╭─ PROVIDED ENTRIES

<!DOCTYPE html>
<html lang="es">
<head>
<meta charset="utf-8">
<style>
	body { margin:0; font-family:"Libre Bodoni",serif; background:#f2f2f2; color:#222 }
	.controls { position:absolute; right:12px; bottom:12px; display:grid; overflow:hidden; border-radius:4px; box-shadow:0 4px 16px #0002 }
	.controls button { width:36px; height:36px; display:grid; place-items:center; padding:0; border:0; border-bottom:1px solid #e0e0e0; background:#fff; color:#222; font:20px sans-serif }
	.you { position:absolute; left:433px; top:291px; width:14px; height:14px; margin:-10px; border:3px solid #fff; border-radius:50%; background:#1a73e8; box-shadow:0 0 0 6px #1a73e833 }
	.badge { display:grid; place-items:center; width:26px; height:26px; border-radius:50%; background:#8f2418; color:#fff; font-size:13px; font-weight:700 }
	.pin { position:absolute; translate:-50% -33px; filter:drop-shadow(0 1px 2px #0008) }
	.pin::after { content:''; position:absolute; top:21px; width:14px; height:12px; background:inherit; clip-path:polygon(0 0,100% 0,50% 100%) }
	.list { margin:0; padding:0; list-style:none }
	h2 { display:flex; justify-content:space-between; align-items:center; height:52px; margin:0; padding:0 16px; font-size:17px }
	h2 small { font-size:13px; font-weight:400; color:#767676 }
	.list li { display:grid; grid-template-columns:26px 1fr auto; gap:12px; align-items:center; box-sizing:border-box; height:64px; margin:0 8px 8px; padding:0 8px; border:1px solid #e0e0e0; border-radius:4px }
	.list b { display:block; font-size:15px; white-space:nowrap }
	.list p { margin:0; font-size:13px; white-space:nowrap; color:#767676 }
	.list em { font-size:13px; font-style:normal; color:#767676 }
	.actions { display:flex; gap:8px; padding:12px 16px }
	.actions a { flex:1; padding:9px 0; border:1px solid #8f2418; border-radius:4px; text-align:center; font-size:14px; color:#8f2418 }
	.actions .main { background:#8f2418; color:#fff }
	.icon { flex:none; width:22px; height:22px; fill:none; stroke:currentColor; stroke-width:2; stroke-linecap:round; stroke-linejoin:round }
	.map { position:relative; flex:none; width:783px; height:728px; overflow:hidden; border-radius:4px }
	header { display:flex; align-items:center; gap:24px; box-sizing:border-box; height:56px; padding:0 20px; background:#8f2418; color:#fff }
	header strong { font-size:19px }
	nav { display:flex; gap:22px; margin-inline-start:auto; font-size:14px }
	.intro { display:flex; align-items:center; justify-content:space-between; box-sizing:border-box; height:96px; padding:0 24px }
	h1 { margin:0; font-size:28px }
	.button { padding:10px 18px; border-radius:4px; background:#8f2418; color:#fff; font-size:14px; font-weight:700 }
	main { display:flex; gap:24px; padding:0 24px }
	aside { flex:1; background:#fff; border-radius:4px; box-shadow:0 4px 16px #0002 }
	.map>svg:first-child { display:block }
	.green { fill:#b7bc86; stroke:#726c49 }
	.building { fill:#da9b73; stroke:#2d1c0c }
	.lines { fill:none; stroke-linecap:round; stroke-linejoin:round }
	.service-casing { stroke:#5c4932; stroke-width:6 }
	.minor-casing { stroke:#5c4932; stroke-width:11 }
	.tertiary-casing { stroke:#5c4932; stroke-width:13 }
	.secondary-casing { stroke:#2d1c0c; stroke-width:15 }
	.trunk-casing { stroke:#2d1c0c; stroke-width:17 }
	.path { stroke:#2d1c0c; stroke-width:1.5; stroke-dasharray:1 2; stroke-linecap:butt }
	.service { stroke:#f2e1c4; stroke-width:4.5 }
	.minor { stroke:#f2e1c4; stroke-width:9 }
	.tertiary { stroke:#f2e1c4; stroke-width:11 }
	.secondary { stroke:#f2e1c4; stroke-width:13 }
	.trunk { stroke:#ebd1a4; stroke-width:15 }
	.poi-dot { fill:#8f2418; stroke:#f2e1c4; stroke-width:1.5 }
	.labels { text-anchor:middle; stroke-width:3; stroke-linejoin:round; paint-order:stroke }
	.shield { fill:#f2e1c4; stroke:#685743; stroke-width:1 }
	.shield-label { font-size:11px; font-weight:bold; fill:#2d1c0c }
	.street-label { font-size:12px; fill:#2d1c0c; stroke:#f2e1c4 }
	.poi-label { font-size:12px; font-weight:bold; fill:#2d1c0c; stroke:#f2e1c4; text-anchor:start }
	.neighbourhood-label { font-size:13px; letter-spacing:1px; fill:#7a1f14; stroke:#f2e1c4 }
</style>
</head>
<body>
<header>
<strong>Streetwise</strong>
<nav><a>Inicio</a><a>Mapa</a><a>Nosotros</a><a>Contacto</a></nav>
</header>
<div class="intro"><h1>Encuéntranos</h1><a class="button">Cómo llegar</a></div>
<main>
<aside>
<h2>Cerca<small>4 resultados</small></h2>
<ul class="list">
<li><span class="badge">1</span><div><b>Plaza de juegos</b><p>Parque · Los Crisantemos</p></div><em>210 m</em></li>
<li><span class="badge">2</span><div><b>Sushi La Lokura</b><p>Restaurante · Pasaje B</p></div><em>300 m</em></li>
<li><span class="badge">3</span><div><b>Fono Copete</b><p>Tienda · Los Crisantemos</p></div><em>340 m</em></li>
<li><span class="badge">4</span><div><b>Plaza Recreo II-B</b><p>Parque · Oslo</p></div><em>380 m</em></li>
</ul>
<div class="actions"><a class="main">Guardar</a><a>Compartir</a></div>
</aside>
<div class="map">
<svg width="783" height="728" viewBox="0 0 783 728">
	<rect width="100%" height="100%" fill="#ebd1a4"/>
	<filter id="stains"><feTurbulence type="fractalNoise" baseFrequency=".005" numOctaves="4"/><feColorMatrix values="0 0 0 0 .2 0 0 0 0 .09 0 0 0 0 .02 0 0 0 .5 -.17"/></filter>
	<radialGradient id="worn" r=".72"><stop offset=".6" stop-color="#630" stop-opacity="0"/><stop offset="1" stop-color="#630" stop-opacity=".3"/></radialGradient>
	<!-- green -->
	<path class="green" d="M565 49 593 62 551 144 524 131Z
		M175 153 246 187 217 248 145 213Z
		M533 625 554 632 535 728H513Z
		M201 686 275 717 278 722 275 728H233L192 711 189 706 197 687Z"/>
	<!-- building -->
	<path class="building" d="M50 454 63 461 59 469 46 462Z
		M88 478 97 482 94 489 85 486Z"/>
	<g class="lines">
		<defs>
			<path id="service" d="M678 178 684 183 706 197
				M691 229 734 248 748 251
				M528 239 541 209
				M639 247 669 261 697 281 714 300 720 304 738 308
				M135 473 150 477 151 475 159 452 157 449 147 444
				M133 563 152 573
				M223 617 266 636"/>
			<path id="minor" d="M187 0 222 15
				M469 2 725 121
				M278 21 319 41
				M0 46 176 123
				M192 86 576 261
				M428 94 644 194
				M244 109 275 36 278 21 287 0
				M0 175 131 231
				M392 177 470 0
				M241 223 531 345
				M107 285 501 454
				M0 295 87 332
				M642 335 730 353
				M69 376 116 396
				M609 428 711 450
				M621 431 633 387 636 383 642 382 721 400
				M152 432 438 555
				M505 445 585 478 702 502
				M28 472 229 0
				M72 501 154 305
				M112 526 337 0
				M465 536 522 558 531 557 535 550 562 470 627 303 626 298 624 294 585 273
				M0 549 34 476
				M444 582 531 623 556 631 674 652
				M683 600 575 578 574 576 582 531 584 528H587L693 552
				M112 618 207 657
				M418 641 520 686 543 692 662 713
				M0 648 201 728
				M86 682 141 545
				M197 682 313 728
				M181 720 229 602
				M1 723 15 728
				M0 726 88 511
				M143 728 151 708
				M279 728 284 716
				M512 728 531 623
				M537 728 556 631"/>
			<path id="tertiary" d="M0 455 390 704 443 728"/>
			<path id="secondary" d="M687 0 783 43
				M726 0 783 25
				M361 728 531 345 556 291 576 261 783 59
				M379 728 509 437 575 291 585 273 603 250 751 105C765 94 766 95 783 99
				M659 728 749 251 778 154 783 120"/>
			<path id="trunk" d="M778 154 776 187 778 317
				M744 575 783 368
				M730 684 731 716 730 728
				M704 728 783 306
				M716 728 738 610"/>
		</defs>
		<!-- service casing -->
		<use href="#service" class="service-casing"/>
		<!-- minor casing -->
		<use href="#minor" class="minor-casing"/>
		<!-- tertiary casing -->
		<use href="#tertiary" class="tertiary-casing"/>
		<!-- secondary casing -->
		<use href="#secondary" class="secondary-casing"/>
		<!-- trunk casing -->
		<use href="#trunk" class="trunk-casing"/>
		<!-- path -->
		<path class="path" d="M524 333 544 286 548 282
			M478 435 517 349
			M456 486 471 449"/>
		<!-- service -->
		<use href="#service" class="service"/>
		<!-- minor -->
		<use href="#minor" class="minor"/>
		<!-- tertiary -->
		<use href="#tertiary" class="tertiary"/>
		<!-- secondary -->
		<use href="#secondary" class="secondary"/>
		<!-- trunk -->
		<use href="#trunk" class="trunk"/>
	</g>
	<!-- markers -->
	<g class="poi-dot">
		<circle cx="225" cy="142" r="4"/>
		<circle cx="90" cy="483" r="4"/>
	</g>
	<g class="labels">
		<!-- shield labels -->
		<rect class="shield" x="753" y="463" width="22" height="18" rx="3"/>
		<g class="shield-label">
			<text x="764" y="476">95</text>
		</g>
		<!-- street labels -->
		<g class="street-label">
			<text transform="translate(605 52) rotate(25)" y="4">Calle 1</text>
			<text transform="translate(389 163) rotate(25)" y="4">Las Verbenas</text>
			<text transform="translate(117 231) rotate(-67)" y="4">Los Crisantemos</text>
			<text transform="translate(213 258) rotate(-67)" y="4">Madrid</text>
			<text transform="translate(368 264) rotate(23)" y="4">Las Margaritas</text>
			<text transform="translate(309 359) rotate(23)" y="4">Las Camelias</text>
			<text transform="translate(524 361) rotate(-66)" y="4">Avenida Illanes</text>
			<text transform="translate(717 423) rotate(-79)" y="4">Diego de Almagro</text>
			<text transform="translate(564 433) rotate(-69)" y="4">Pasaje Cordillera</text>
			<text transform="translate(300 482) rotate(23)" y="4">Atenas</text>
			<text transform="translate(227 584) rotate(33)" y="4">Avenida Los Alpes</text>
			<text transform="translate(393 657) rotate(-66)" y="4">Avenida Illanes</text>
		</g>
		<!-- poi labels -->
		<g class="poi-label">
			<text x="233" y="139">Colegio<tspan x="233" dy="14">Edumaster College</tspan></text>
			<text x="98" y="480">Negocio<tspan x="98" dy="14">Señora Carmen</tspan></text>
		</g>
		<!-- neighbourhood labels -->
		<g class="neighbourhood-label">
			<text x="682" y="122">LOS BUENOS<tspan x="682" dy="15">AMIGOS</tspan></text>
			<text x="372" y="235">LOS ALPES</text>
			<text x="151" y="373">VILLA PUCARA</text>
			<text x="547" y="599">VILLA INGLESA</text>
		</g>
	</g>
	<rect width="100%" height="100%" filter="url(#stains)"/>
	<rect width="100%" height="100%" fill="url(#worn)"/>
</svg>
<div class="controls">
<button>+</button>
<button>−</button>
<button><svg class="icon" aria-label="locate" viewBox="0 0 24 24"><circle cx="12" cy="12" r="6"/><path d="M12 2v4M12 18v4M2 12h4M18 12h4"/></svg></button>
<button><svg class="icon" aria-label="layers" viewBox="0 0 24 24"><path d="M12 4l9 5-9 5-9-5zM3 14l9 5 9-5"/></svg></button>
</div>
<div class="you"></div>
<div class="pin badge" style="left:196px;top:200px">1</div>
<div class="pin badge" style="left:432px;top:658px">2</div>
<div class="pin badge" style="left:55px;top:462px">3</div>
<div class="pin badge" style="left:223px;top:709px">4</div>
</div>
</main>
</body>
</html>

╰─

- INSTRUCTIONS FOR THE TASK
Scan the entries for lines with the word "worn". The number of such lines is the whole answer.

- WRITTEN RESPONSE
2